**EXERCISE DESCRIPTION:**
State only the number of lines below where the word "place" is found.
*** MATERIAL SUPPLIED
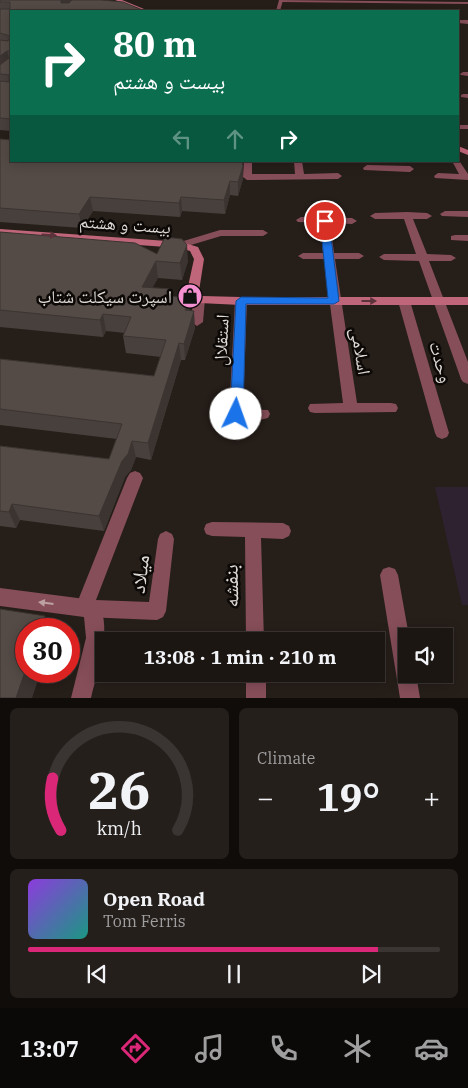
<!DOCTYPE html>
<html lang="en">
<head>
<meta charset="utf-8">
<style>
  body { margin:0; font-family:"IBM Plex Serif","Noto Naskh Arabic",serif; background:#251f1c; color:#f1f3f6; height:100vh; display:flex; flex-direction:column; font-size:19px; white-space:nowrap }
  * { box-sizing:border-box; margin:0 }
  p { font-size:16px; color:#a09fa0 }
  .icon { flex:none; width:28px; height:28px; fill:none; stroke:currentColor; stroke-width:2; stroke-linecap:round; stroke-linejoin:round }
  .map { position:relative; height:698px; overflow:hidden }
  .panel { display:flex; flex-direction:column; gap:10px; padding:10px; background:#0f0c0a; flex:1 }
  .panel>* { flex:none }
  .top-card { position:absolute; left:10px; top:10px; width:449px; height:152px; border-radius:0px; box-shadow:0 2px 12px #0003,0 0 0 1px #3a3533; background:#0b6e4f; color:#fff; overflow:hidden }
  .controls { position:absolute; left:398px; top:628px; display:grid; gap:10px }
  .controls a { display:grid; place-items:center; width:55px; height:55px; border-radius:0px; background:#1c1613; box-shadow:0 2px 12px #0003,0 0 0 1px #3a3533; font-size:25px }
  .speed { position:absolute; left:15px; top:618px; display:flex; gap:10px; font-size:25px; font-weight:700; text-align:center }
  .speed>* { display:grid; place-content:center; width:65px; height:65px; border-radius:50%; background:#1c1613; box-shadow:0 2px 12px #0003,0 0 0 1px #3a3533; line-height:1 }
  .speed .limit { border:8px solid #d22; background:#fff; color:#111 }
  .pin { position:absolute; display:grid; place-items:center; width:42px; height:42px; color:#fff; margin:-21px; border:2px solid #fff; border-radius:50%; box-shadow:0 1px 5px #0007 }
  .me { position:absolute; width:55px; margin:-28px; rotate:3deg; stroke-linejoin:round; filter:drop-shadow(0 0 4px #0008) }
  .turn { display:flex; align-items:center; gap:18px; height:105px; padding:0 20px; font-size:22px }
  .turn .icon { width:65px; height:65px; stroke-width:2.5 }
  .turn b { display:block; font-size:35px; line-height:42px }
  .lanes { display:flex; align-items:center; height:48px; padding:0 20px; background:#0003; justify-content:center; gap:25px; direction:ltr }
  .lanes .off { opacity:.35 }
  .big { font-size:38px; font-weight:800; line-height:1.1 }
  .panel .card { flex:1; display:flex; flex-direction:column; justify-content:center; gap:8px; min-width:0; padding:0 18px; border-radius:8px; background:#251f1c }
  .panel .dial { align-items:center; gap:0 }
  .dial svg { height:130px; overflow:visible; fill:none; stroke:#3a3533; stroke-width:7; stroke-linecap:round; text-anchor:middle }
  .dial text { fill:#f1f3f6; stroke:none }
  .song { display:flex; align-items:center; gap:15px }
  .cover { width:60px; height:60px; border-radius:8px; background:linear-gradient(135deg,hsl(270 70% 55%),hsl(170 70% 35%)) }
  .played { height:5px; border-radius:2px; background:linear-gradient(90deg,#db2777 85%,#3a3533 85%) }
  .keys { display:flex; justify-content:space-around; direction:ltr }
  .heat { display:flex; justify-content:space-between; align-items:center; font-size:28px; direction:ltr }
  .panel .tiles { flex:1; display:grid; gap:10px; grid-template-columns:1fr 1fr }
  .card:last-child { grid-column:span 2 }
  .trip { position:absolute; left:95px; top:632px; width:290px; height:50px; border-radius:0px; background:#1c1613; box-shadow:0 2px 12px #0003,0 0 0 1px #3a3533; font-weight:800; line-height:50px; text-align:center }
  .menu { display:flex; height:80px; justify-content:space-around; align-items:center; background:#0b0908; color:#a09fa0 }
  .menu .icon { width:35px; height:35px }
  .menu .on { color:#db2777 }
  .menu b { font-size:22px; color:#f1f3f6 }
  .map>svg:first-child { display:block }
  .education { fill:#2e2230 }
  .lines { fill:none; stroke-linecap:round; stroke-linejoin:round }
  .minor { fill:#864e59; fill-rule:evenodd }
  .tertiary { fill:#864e59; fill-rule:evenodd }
  .secondary { fill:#c0667a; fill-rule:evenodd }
  .wall { fill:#48403c }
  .shaded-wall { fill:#3b3431 }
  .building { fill:#544b46; stroke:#3b3431 }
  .oneway { fill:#5d333b }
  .oneway2 { fill:#bba1a3 }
  .route { fill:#1a73e8; stroke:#114b97 }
  .labels { text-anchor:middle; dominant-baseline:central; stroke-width:5; stroke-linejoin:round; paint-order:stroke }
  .street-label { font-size:18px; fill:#ded9d5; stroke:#0c0907 }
  .poi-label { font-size:18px; fill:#ded9d5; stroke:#0c0907; text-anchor:end }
  .near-street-label { font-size:21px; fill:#ded9d5; stroke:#0c0907 }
</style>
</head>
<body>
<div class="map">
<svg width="468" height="698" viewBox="0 0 468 698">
  <rect width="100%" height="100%" fill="#261e19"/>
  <polygon class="education" points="435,487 468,487 468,605 462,605"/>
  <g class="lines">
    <g class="minor">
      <polygon points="279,0 468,2 468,4 281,2"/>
      <polygon points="458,20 468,20 468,24 458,23"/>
      <polygon points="463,72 468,72 468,76 461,75 460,74"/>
      <polygon points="463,94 468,94 468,98 461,97 461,95"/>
      <rect x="458" y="125" width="10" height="4"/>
      <polygon points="458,159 468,174 468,180 435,178 434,176 438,173 459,174 452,161 458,161"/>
      <polygon points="244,161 252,161 252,174 295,174 294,161 302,161 304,174 338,173 342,176 338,179 247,180 243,177"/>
      <polygon points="367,165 410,166 414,169 410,172 364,170 363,168"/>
      <polygon points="445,211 468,211 468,217 442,216 440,214"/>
      <polygon points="407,212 427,213 432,216 427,219 413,219 427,254 451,255 456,258 451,261 429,261 468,362 468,384 463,382 461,379 419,261 384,260 379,257 384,254 416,254 404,219 375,219 370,216 375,213"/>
      <polygon points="301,217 352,218 357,221 352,224 330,223 334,253 359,253 364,256 359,259 335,259 357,403 391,403 396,404 398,408 396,412 315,413 310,412 308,408 310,404 343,403 324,259 303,259 298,256 303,253 323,253 320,223 298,222 296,220"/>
      <polygon points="220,230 263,230 268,233 263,236 221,236 181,248 176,245 177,243"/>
      <polygon points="455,235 468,235 468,241 451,240 451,236"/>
      <polygon points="199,295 205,299 203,322 197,326 191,322 193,299"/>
      <path d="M241,297L247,301L243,409L268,410L270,414L268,418C258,421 241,421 231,418L229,414L235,301Z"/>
      <polygon points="404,297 410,301 449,433 447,437 442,439 437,437 435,433 398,301"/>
      <polygon points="135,471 140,473 143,478 96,600 149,602 158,539 160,534 166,531 172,534 174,539 166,611 163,617 157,620 84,617 78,614 75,608 127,478 130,473"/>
      <polygon points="212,522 283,523 289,526 291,531 289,536 283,539 261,538 264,641 246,641 245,537 212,536 206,534 204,529 206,524"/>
      <polygon points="389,567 395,569 398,575 409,636 406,636 406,674 416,674 420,698 400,698 380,575 383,569"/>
      <rect x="246" y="674" width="20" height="24"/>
    </g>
    <g class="tertiary">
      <polygon points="279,0 283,0 280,11 276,11"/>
      <path d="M0,588L93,600L99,603C112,632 98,668 91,698H71L86,638L84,617L0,606Z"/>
    </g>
    <g class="secondary">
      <polygon points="115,0 122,0 149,11 142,11"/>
      <polygon points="458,146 468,150 468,155 458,151"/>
      <polygon points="0,229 181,242 198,247 204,259 199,291 202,296 241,297 468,297 468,305 241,305 199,303 195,302 187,291 194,259 190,251 180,248 0,235"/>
    </g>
  </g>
  <g class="wall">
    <polygon points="0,0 106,0 11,11 11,131 0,130"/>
    <polygon points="0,139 243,166 243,179 238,196 230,195 225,214 182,211 180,217 93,211 82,228 0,222"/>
    <polygon points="0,232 157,254 188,261 182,280 158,278 152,288 172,297 189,298 189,311 195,328 185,360 181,360 151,460 136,457 131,470 125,477 104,531 20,520 16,528 0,526 0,446 109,459 117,439 0,425 0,359 154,376 161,357 126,353 123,336 125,333 106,331 103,337 0,327"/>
  </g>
  <g class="shaded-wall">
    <polygon points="61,0 74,0 63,10 61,3"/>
    <polygon points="7,51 10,62 0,70 0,56"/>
    <polygon points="243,166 243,179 238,196 238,182"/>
    <polygon points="230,181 230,195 225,214 224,200"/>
    <polygon points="90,197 93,211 82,228 79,214"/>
    <polygon points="181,197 182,211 180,217 179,203"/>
    <polygon points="187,245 188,261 182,280 180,263"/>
    <polygon points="156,261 158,278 144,303 142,287"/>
    <polygon points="171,289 173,306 169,296"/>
    <polygon points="189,298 190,315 185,310"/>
    <polygon points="194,311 195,328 185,360 184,344"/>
    <polygon points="103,314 106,331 103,337 100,320"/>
    <polygon points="179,343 181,360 151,460 148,443"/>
    <polygon points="132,441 136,457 131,470 125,477 104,531 99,516 122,461"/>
    <polygon points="12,504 20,520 16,528 9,512"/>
    <polygon points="45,616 52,629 40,629"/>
    <polygon points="26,669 26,671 41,671 32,698 16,698"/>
  </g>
  <g class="building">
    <polygon points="0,0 61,0 61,3 69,3 72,0 101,0 123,2 145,11 11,11 11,119 0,118 0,81 9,82 9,75 0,74 0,65 9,58 10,51 7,51 0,56 0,40 8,41 10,36 0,33 0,9 10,9 10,2 0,2"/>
    <polygon points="0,139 11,140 11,161 242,161 243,166 238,182 230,181 224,200 181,197 179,203 90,197 79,214 0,208"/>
    <polygon points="0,232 135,243 157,254 165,237 182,239 187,245 180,263 156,261 142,287 171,289 169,296 189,298 185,310 194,311 184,344 179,343 148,443 132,441 128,454 122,461 99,516 12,504 9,512 0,511 0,446 109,459 122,424 0,409 0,359 154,376 166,340 123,336 131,317 103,314 100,320 0,310"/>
    <polygon points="0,609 45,616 40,629 26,629 26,669 16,698 0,698"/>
  </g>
  <defs><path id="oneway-solid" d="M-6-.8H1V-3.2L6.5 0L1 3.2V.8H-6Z" transform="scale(1.25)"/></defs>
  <g class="oneway">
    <use href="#oneway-solid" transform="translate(49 235) rotate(4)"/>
    <use href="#oneway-solid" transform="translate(369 301)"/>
  </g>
  <use class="oneway2" href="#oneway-solid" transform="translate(46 603) rotate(-173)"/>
  <polygon class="route" points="325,218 329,221 339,301 334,304 246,304 243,414 241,417 232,417 230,414 236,301 241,297 328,298 320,221"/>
  <defs>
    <symbol id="shop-disc" viewBox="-11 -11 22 22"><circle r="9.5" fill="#f590d1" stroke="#0c0907"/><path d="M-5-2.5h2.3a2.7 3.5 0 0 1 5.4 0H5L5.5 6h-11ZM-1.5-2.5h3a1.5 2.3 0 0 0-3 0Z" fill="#111"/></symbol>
  </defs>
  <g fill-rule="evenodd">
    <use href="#shop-disc" x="176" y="282" width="28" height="28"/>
  </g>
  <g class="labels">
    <g class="street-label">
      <text transform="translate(125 224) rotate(4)">بیست و هشتم</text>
      <text transform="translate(221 340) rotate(-87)">استقلال</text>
      <text transform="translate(361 351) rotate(81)">اسلامی</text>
      <text transform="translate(441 362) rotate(74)">وحدت</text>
    </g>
    <g class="poi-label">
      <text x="172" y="296">اسپرت سیکلت شتاب</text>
    </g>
    <g class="near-street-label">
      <text transform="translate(139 574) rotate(-83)">میلاد</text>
      <text transform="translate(230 586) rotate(-91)">بنفشه</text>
    </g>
  </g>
</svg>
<div class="controls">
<a><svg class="icon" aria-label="sound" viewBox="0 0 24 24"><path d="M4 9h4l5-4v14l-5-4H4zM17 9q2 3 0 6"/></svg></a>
</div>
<div class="speed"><div class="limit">30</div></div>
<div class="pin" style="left:325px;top:221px;background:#d93025"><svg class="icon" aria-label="arrive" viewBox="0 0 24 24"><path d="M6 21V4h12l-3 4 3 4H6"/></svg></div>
<svg class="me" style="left:236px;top:414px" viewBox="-20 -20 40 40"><circle r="19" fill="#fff"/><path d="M0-13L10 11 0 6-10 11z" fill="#1a73e8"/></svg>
<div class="trip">13:08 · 1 min · 210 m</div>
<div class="top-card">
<div class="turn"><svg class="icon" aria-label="right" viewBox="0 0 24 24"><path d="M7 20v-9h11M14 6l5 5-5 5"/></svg><div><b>80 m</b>بیست و هشتم</div></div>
<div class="lanes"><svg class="icon off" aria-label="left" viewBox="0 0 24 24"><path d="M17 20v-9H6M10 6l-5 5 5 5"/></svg><svg class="icon off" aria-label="ahead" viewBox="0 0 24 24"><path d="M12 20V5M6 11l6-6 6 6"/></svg><svg class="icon" aria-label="right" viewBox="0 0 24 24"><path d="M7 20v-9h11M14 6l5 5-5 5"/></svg></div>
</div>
</div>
<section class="panel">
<div class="tiles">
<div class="card dial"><svg viewBox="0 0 100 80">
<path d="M14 69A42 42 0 1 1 86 69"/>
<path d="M14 69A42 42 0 0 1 9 37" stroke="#db2777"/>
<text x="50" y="56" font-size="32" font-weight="700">26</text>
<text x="50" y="72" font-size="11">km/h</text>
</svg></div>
<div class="card"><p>Climate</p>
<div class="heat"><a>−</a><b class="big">19°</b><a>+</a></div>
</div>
<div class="card">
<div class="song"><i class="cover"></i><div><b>Open Road</b><p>Tom Ferris</p></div></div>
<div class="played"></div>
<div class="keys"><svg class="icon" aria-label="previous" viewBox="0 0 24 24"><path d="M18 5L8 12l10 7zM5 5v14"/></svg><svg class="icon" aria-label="pause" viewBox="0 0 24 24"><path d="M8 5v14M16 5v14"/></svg><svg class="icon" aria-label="next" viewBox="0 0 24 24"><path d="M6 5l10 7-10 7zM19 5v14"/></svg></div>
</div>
</div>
</section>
<nav class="menu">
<b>13:07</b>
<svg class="icon on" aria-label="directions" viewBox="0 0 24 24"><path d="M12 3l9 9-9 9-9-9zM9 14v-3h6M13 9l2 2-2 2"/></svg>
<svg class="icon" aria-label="music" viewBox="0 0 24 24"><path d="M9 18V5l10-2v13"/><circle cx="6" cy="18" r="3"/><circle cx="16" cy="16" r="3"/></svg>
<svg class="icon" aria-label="phone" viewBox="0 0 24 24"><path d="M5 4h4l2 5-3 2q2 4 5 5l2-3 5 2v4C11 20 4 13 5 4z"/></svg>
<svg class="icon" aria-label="climate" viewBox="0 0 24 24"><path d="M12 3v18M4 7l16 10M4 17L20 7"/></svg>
<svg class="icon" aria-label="car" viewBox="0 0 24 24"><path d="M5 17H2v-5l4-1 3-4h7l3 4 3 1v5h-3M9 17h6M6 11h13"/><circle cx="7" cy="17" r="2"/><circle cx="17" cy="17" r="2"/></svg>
</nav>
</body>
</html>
******
**RESULT OF THIS EXERCISE:**
3